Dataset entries

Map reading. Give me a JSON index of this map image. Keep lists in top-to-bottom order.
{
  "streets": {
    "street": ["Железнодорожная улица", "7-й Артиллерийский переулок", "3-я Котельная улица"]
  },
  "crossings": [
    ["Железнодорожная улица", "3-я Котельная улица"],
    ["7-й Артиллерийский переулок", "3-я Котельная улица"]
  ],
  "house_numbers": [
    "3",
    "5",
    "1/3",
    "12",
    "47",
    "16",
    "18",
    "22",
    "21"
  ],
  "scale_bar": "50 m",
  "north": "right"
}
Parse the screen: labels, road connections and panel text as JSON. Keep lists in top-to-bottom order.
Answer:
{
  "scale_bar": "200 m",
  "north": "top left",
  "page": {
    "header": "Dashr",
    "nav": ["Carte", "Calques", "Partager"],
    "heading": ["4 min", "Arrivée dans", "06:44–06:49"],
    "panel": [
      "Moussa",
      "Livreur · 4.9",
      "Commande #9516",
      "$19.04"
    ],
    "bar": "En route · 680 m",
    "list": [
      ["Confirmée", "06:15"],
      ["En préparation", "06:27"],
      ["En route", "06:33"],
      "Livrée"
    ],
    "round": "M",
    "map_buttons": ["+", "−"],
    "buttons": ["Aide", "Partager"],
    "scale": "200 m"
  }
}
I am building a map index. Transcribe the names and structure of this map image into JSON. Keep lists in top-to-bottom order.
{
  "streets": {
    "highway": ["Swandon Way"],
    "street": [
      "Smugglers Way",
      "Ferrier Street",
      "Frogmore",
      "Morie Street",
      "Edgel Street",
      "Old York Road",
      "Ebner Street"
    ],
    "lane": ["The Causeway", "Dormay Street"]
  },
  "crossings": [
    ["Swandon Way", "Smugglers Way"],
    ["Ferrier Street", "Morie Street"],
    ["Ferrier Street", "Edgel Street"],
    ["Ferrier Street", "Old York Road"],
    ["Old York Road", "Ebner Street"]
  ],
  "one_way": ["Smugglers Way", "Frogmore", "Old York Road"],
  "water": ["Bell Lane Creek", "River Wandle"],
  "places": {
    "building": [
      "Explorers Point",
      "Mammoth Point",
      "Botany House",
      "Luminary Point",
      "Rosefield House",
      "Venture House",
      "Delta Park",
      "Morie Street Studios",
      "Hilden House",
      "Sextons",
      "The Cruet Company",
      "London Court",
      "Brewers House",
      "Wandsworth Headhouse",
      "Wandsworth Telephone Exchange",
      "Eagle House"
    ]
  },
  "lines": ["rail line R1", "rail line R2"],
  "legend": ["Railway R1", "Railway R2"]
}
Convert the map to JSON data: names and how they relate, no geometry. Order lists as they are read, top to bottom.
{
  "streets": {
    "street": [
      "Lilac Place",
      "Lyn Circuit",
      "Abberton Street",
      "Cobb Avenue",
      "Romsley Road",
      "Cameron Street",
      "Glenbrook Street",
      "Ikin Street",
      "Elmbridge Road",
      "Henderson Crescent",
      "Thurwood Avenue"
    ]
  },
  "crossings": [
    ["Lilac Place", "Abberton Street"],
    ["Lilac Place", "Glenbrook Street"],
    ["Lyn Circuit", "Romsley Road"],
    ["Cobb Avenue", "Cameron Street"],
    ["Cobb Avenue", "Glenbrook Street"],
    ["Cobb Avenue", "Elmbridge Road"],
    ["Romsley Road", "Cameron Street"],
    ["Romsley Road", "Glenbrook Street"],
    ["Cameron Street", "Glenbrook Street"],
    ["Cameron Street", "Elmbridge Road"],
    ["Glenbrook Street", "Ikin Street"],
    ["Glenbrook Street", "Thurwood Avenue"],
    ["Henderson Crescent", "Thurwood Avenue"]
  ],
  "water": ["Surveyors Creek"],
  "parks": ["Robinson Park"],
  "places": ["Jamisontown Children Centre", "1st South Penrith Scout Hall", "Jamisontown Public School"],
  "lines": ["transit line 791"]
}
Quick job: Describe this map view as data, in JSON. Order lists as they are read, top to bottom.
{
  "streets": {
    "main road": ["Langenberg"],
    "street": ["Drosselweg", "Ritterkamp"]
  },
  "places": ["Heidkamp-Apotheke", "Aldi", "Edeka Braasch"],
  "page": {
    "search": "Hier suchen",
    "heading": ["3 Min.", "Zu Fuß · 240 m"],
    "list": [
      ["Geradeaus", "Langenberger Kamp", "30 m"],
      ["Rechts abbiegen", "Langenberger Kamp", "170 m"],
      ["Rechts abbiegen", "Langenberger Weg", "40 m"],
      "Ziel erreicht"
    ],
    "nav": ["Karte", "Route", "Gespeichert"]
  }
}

-- Exercise prompt --
Your answer must be an exact copy of every record.

-- Reply to the task --
Map reading. Give me a JSON index of this map image. Keep lists in top-to-bottom order.
{
  "streets": {
    "street": ["Железнодорожная улица", "7-й Артиллерийский переулок", "3-я Котельная улица"]
  },
  "crossings": [
    ["Железнодорожная улица", "3-я Котельная улица"],
    ["7-й Артиллерийский переулок", "3-я Котельная улица"]
  ],
  "house_numbers": [
    "3",
    "5",
    "1/3",
    "12",
    "47",
    "16",
    "18",
    "22",
    "21"
  ],
  "scale_bar": "50 m",
  "north": "right"
}
Parse the screen: labels, road connections and panel text as JSON. Keep lists in top-to-bottom order.
Answer:
{
  "scale_bar": "200 m",
  "north": "top left",
  "page": {
    "header": "Dashr",
    "nav": ["Carte", "Calques", "Partager"],
    "heading": ["4 min", "Arrivée dans", "06:44–06:49"],
    "panel": [
      "Moussa",
      "Livreur · 4.9",
      "Commande #9516",
      "$19.04"
    ],
    "bar": "En route · 680 m",
    "list": [
      ["Confirmée", "06:15"],
      ["En préparation", "06:27"],
      ["En route", "06:33"],
      "Livrée"
    ],
    "round": "M",
    "map_buttons": ["+", "−"],
    "buttons": ["Aide", "Partager"],
    "scale": "200 m"
  }
}
I am building a map index. Transcribe the names and structure of this map image into JSON. Keep lists in top-to-bottom order.
{
  "streets": {
    "highway": ["Swandon Way"],
    "street": [
      "Smugglers Way",
      "Ferrier Street",
      "Frogmore",
      "Morie Street",
      "Edgel Street",
      "Old York Road",
      "Ebner Street"
    ],
    "lane": ["The Causeway", "Dormay Street"]
  },
  "crossings": [
    ["Swandon Way", "Smugglers Way"],
    ["Ferrier Street", "Morie Street"],
    ["Ferrier Street", "Edgel Street"],
    ["Ferrier Street", "Old York Road"],
    ["Old York Road", "Ebner Street"]
  ],
  "one_way": ["Smugglers Way", "Frogmore", "Old York Road"],
  "water": ["Bell Lane Creek", "River Wandle"],
  "places": {
    "building": [
      "Explorers Point",
      "Mammoth Point",
      "Botany House",
      "Luminary Point",
      "Rosefield House",
      "Venture House",
      "Delta Park",
      "Morie Street Studios",
      "Hilden House",
      "Sextons",
      "The Cruet Company",
      "London Court",
      "Brewers House",
      "Wandsworth Headhouse",
      "Wandsworth Telephone Exchange",
      "Eagle House"
    ]
  },
  "lines": ["rail line R1", "rail line R2"],
  "legend": ["Railway R1", "Railway R2"]
}
Convert the map to JSON data: names and how they relate, no geometry. Order lists as they are read, top to bottom.
{
  "streets": {
    "street": [
      "Lilac Place",
      "Lyn Circuit",
      "Abberton Street",
      "Cobb Avenue",
      "Romsley Road",
      "Cameron Street",
      "Glenbrook Street",
      "Ikin Street",
      "Elmbridge Road",
      "Henderson Crescent",
      "Thurwood Avenue"
    ]
  },
  "crossings": [
    ["Lilac Place", "Abberton Street"],
    ["Lilac Place", "Glenbrook Street"],
    ["Lyn Circuit", "Romsley Road"],
    ["Cobb Avenue", "Cameron Street"],
    ["Cobb Avenue", "Glenbrook Street"],
    ["Cobb Avenue", "Elmbridge Road"],
    ["Romsley Road", "Cameron Street"],
    ["Romsley Road", "Glenbrook Street"],
    ["Cameron Street", "Glenbrook Street"],
    ["Cameron Street", "Elmbridge Road"],
    ["Glenbrook Street", "Ikin Street"],
    ["Glenbrook Street", "Thurwood Avenue"],
    ["Henderson Crescent", "Thurwood Avenue"]
  ],
  "water": ["Surveyors Creek"],
  "parks": ["Robinson Park"],
  "places": ["Jamisontown Children Centre", "1st South Penrith Scout Hall", "Jamisontown Public School"],
  "lines": ["transit line 791"]
}
Quick job: Describe this map view as data, in JSON. Order lists as they are read, top to bottom.
{
  "streets": {
    "main road": ["Langenberg"],
    "street": ["Drosselweg", "Ritterkamp"]
  },
  "places": ["Heidkamp-Apotheke", "Aldi", "Edeka Braasch"],
  "page": {
    "search": "Hier suchen",
    "heading": ["3 Min.", "Zu Fuß · 240 m"],
    "list": [
      ["Geradeaus", "Langenberger Kamp", "30 m"],
      ["Rechts abbiegen", "Langenberger Kamp", "170 m"],
      ["Rechts abbiegen", "Langenberger Weg", "40 m"],
      "Ziel erreicht"
    ],
    "nav": ["Karte", "Route", "Gespeichert"]
  }
}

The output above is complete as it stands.